* [Task instructions]:
Across the whole listing, return each line exactly, with no images included.

* [Records for the exercise]:

──────────────────────────────

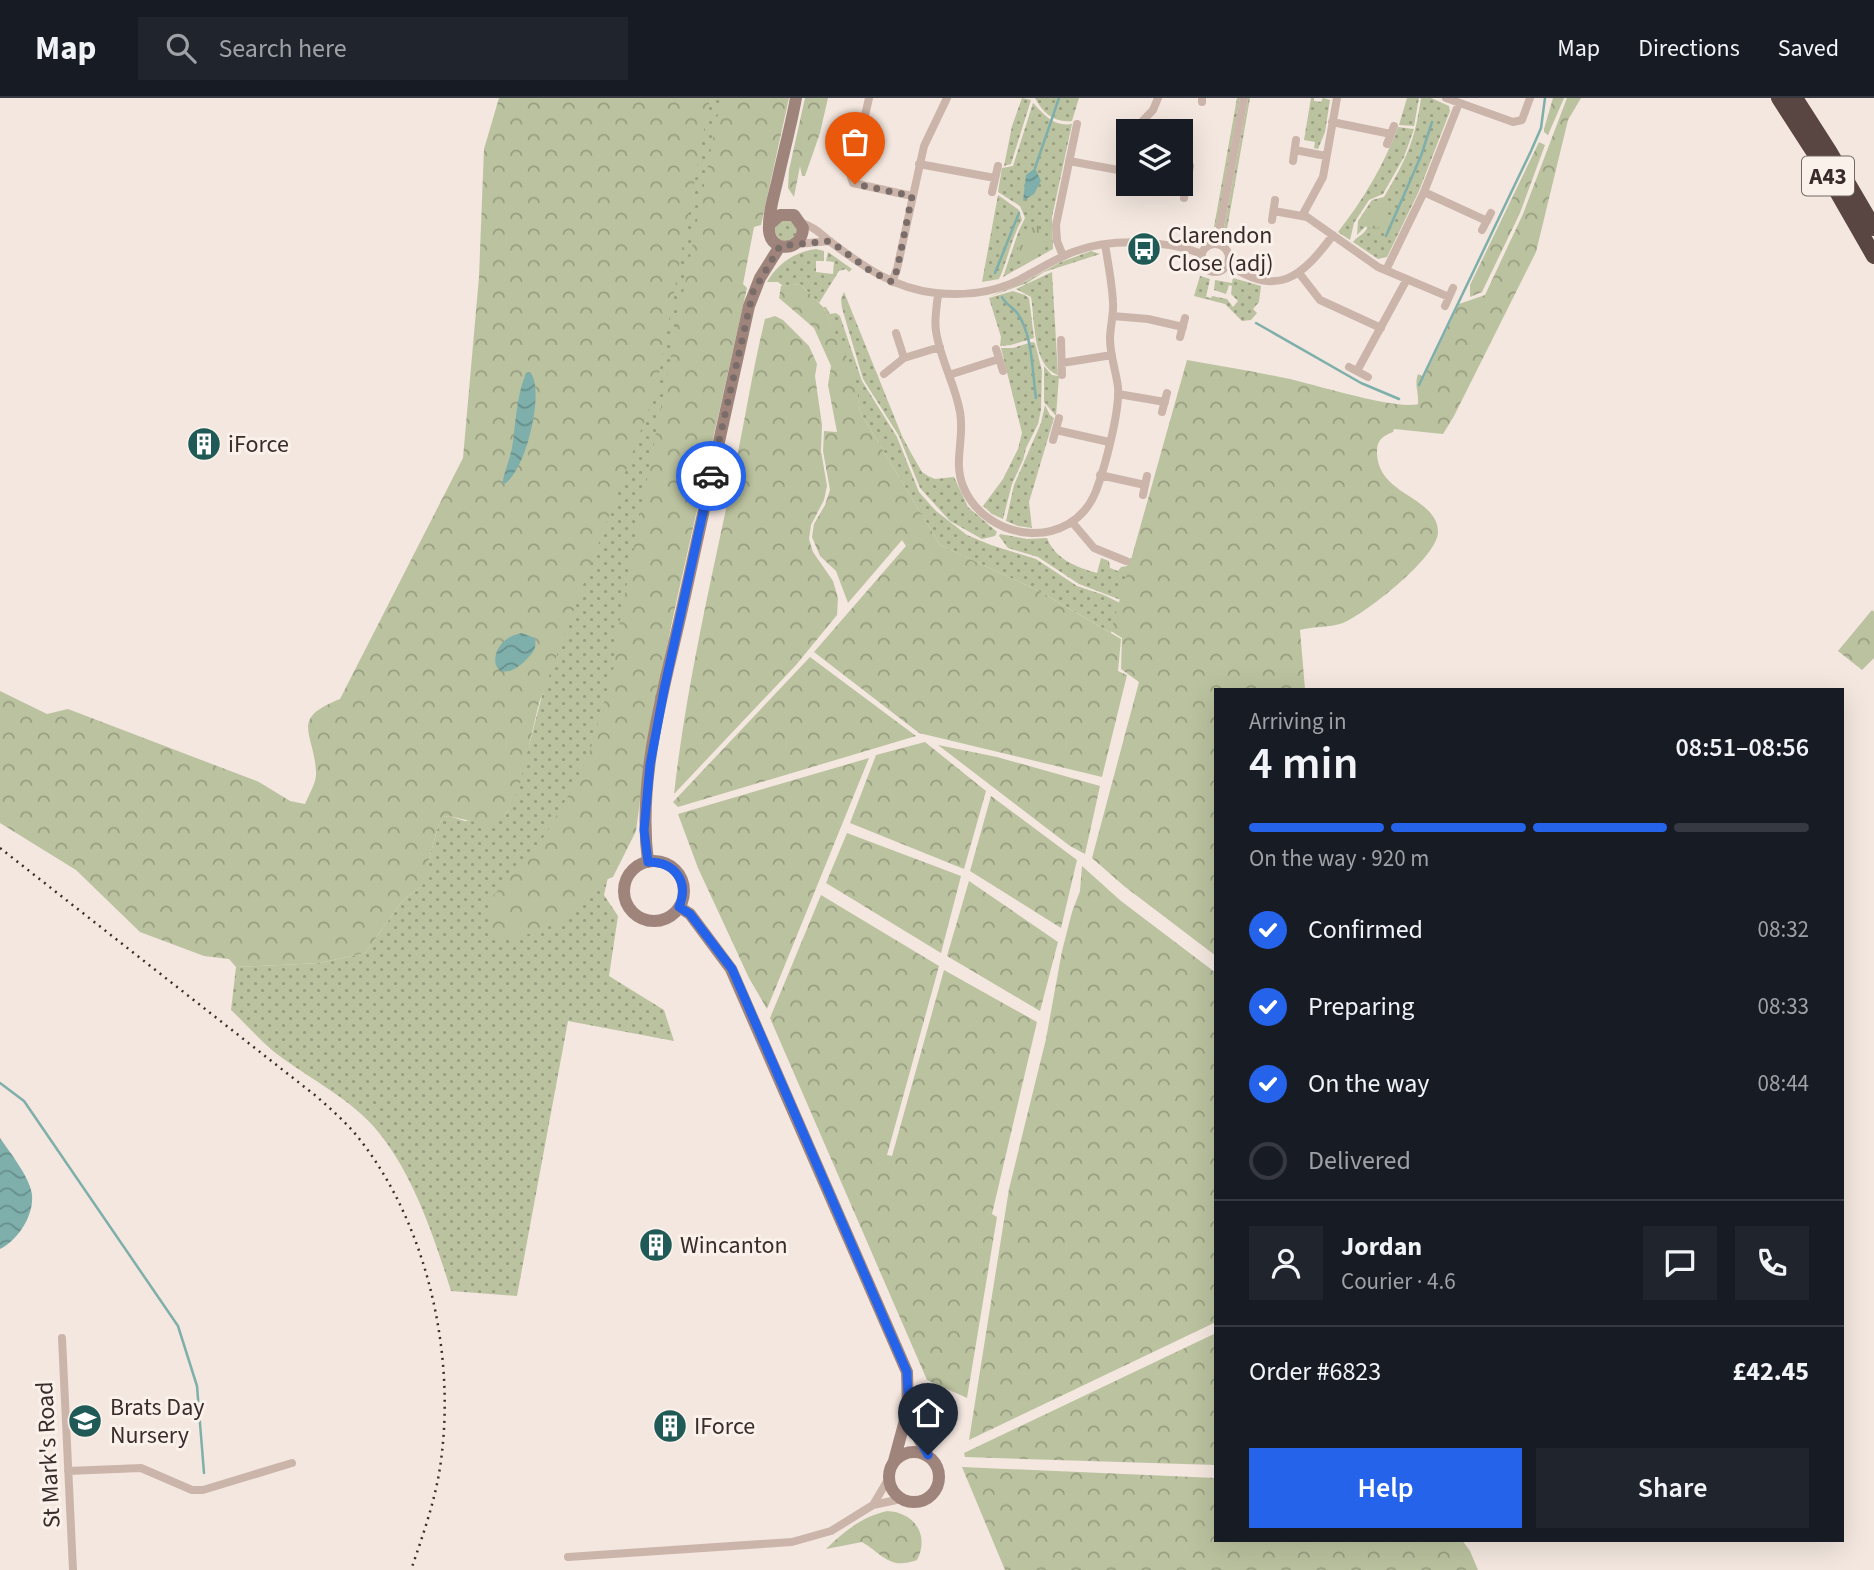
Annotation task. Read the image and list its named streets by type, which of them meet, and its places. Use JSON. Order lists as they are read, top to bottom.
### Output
{
  "streets": {
    "highway": ["A43"],
    "street": ["St Mark's Road"]
  },
  "places": {
    "bus stop": ["Clarendon Close (adj)"],
    "building": ["iForce", "Wincanton", "IForce"],
    "school or university": ["Brats Day Nursery"]
  },
  "page": {
    "header": "Map",
    "search": "Search here",
    "nav": ["Map", "Directions", "Saved"],
    "heading": ["4 min", "Arriving in", "08:51–08:56"],
    "panel": [
      "Jordan",
      "Courier · 4.6",
      "Order #6823",
      "£42.45"
    ],
    "bar": "On the way · 920 m",
    "list": [
      ["Confirmed", "08:32"],
      ["Preparing", "08:33"],
      ["On the way", "08:44"],
      "Delivered"
    ],
    "buttons": ["Help", "Share"]
  }
}
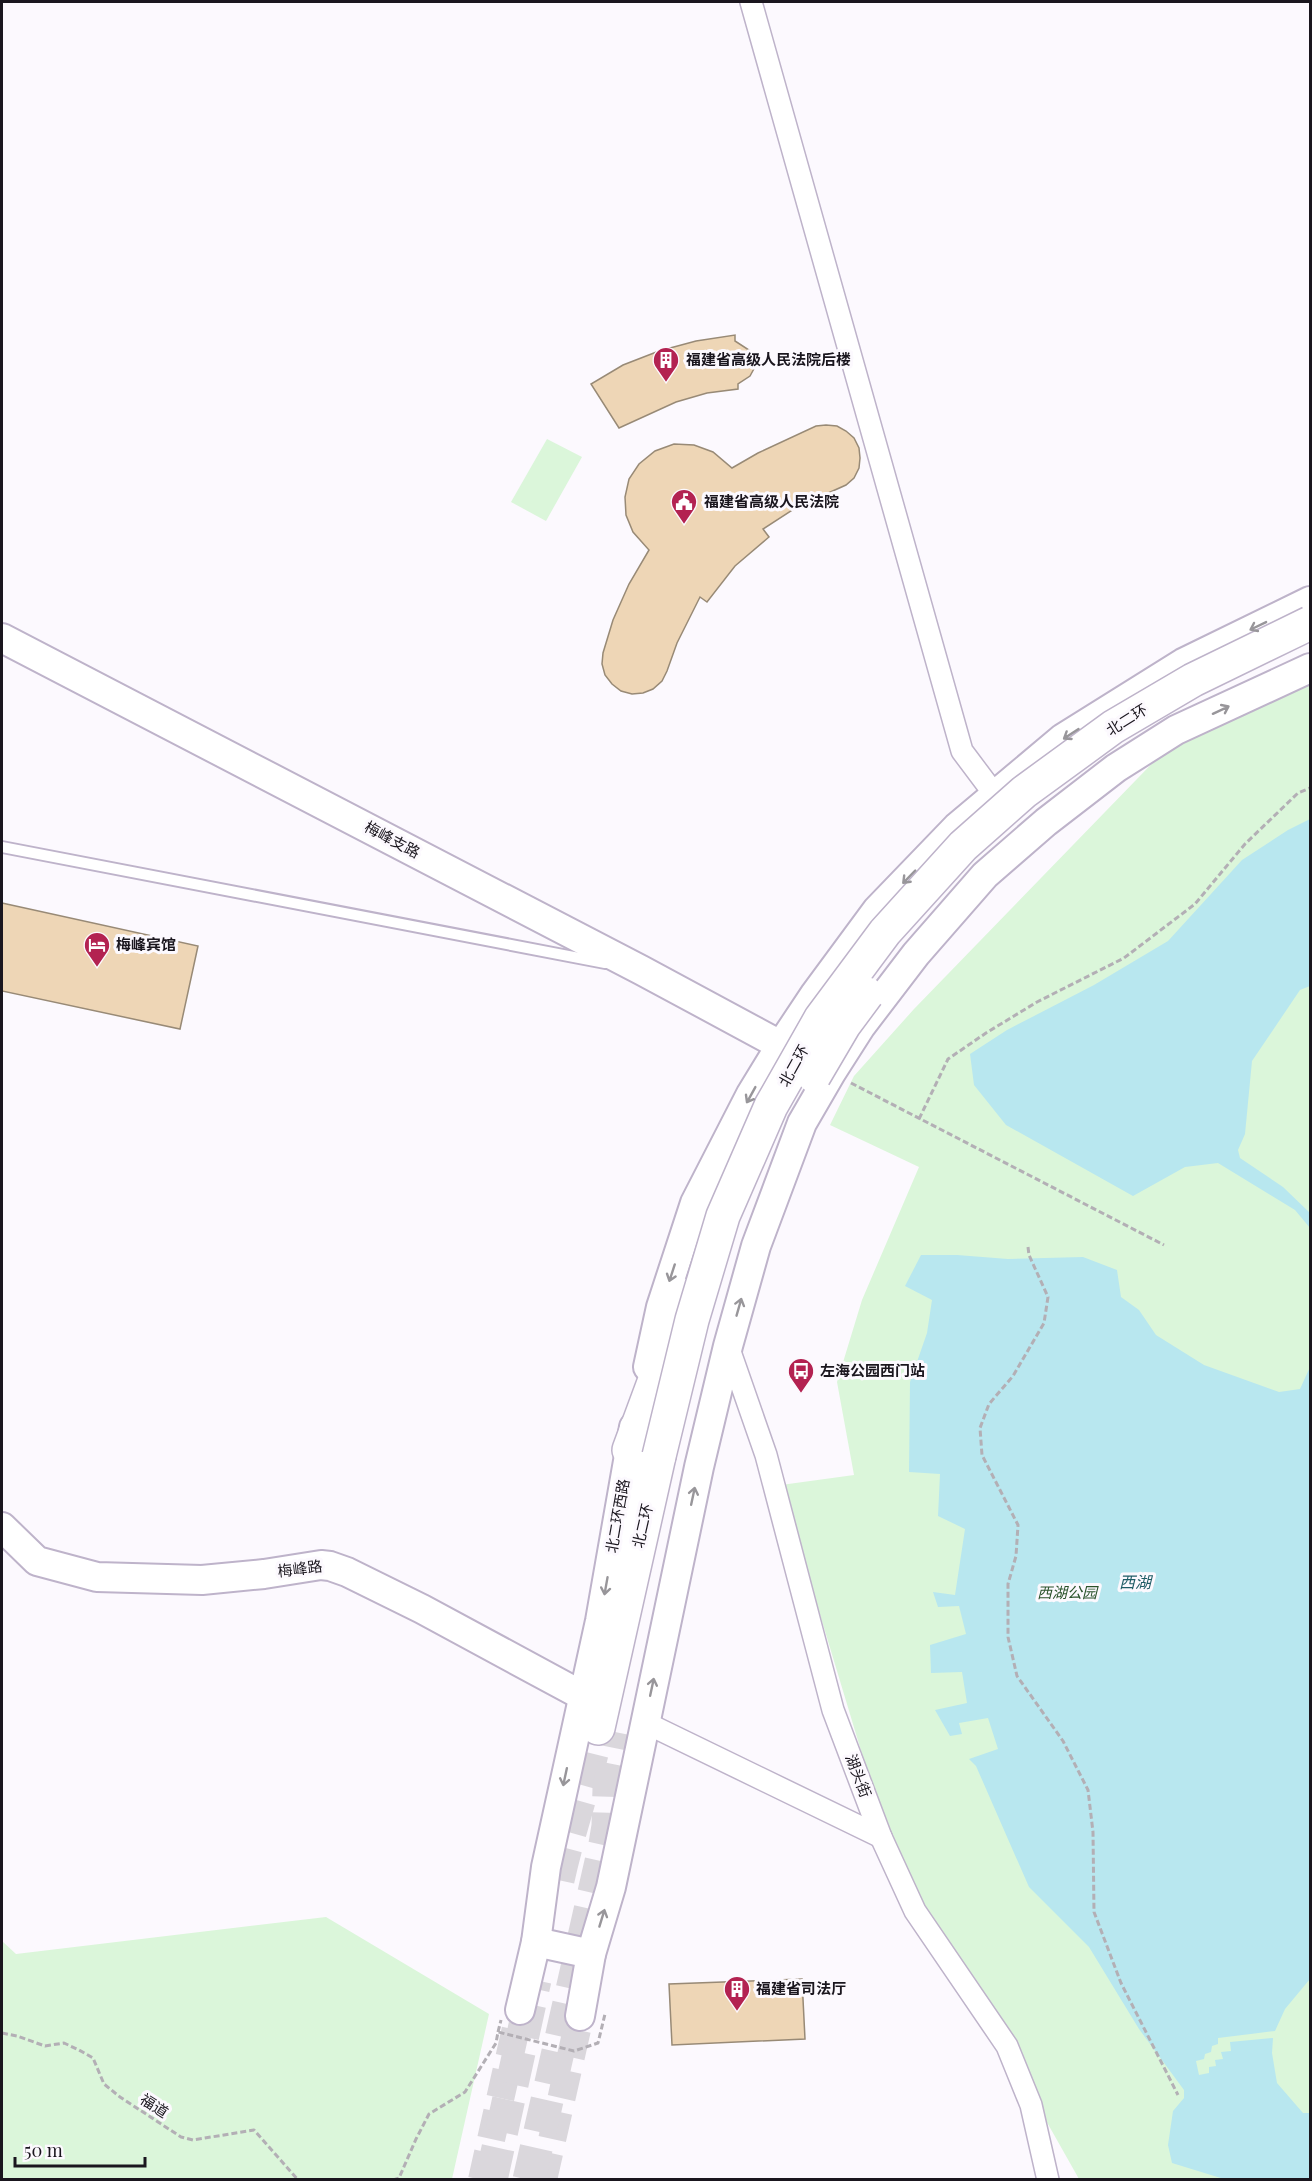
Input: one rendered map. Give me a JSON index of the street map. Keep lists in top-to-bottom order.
{
  "streets": {
    "highway": ["北二环"],
    "main road": ["梅峰支路", "北二环西路", "梅峰路"],
    "street": ["湖头街"],
    "path": ["福道"]
  },
  "crossings": [
    ["北二环", "北二环西路"],
    ["梅峰支路", "北二环西路"],
    ["北二环西路", "梅峰路"]
  ],
  "water": ["西湖"],
  "parks": ["西湖公园"],
  "places": {
    "building": ["福建省高级人民法院后楼", "福建省司法厅"],
    "public building": ["福建省高级人民法院"],
    "hotel": ["梅峰宾馆"],
    "bus stop": ["左海公园西门站"]
  },
  "scale_bar": "50 m"
}
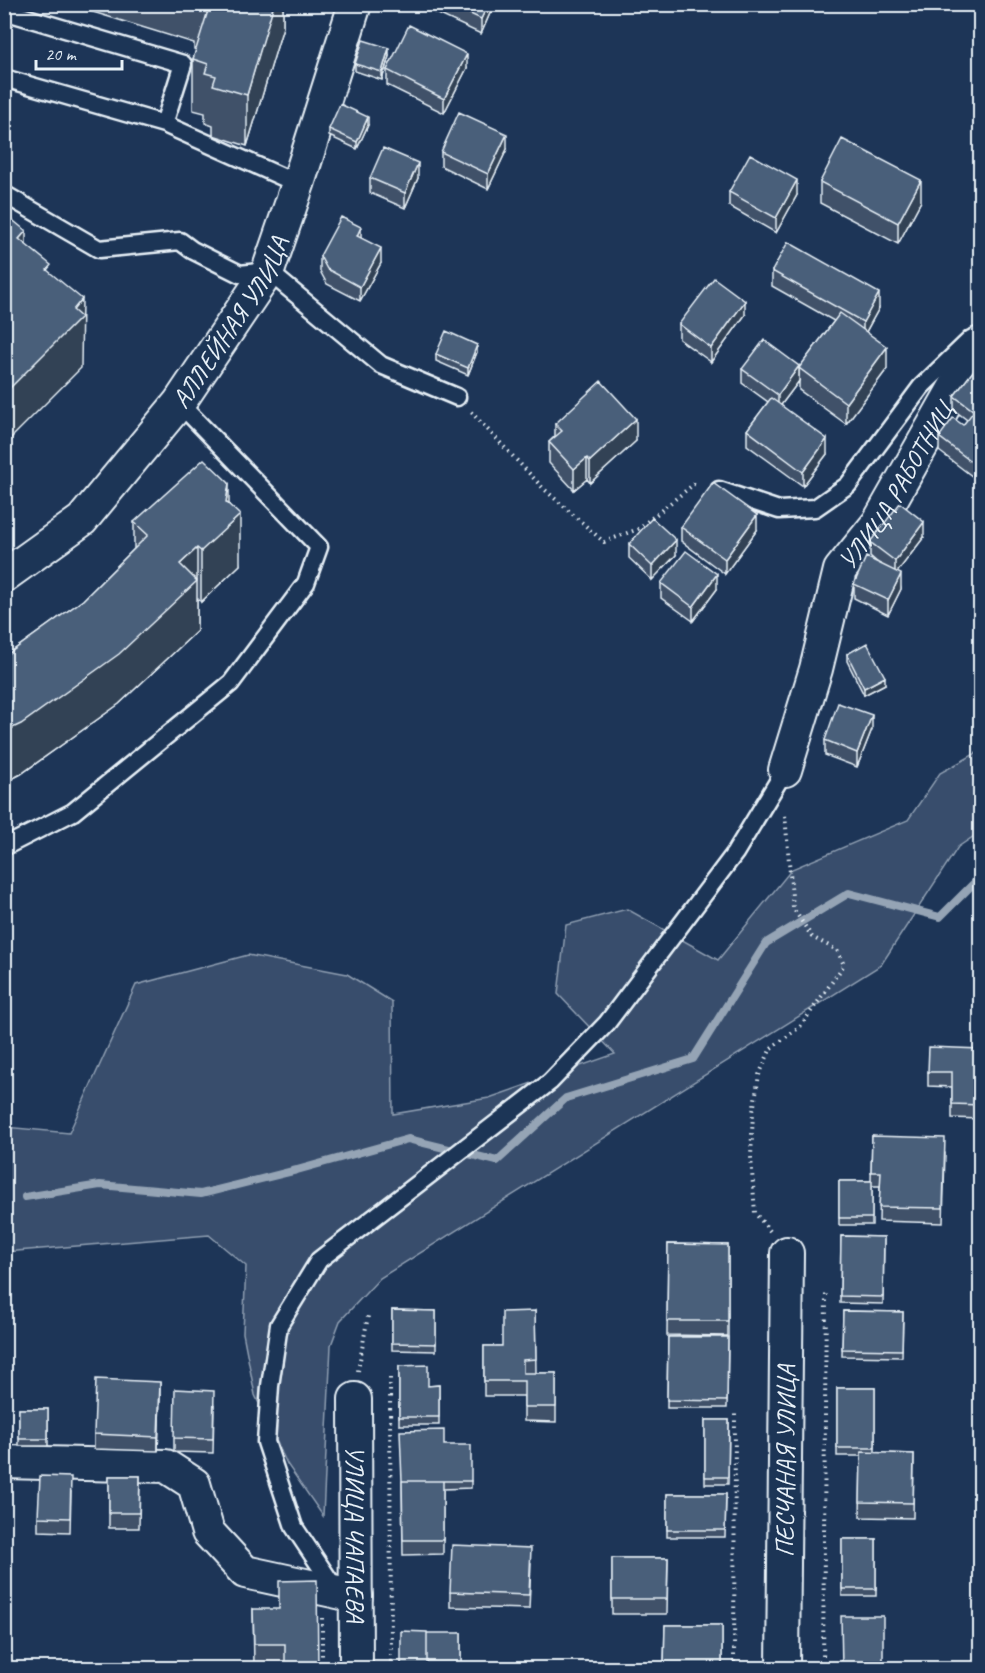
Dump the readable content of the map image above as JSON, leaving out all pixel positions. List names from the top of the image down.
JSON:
{
  "streets": {
    "street": [
      "АЛЛЕЙНАЯ УЛИЦА",
      "УЛИЦА РАБОТНИЦ",
      "ПЕСЧАНАЯ УЛИЦА",
      "УЛИЦА ЧАПАЕВА"
    ]
  },
  "scale_bar": "20 m"
}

──────────────────────────────

* [Answer to the exercise]:
Annotation task. Read the image and list its named streets by type, which of them meet, and its places. Use JSON. Order lists as they are read, top to bottom.
### Output
{
  "streets": {
    "highway": ["A43"],
    "street": ["St Mark's Road"]
  },
  "places": {
    "bus stop": ["Clarendon Close (adj)"],
    "building": ["iForce", "Wincanton", "IForce"],
    "school or university": ["Brats Day Nursery"]
  },
  "page": {
    "header": "Map",
    "search": "Search here",
    "nav": ["Map", "Directions", "Saved"],
    "heading": ["4 min", "Arriving in", "08:51–08:56"],
    "panel": [
      "Jordan",
      "Courier · 4.6",
      "Order #6823",
      "£42.45"
    ],
    "bar": "On the way · 920 m",
    "list": [
      ["Confirmed", "08:32"],
      ["Preparing", "08:33"],
      ["On the way", "08:44"],
      "Delivered"
    ],
    "buttons": ["Help", "Share"]
  }
}
Input: one rendered map. Give me a JSON index of the street map. Keep lists in top-to-bottom order.
{
  "streets": {
    "highway": ["北二环"],
    "main road": ["梅峰支路", "北二环西路", "梅峰路"],
    "street": ["湖头街"],
    "path": ["福道"]
  },
  "crossings": [
    ["北二环", "北二环西路"],
    ["梅峰支路", "北二环西路"],
    ["北二环西路", "梅峰路"]
  ],
  "water": ["西湖"],
  "parks": ["西湖公园"],
  "places": {
    "building": ["福建省高级人民法院后楼", "福建省司法厅"],
    "public building": ["福建省高级人民法院"],
    "hotel": ["梅峰宾馆"],
    "bus stop": ["左海公园西门站"]
  },
  "scale_bar": "50 m"
}
Dump the readable content of the map image above as JSON, leaving out all pixel positions. List names from the top of the image down.
JSON:
{
  "streets": {
    "street": [
      "АЛЛЕЙНАЯ УЛИЦА",
      "УЛИЦА РАБОТНИЦ",
      "ПЕСЧАНАЯ УЛИЦА",
      "УЛИЦА ЧАПАЕВА"
    ]
  },
  "scale_bar": "20 m"
}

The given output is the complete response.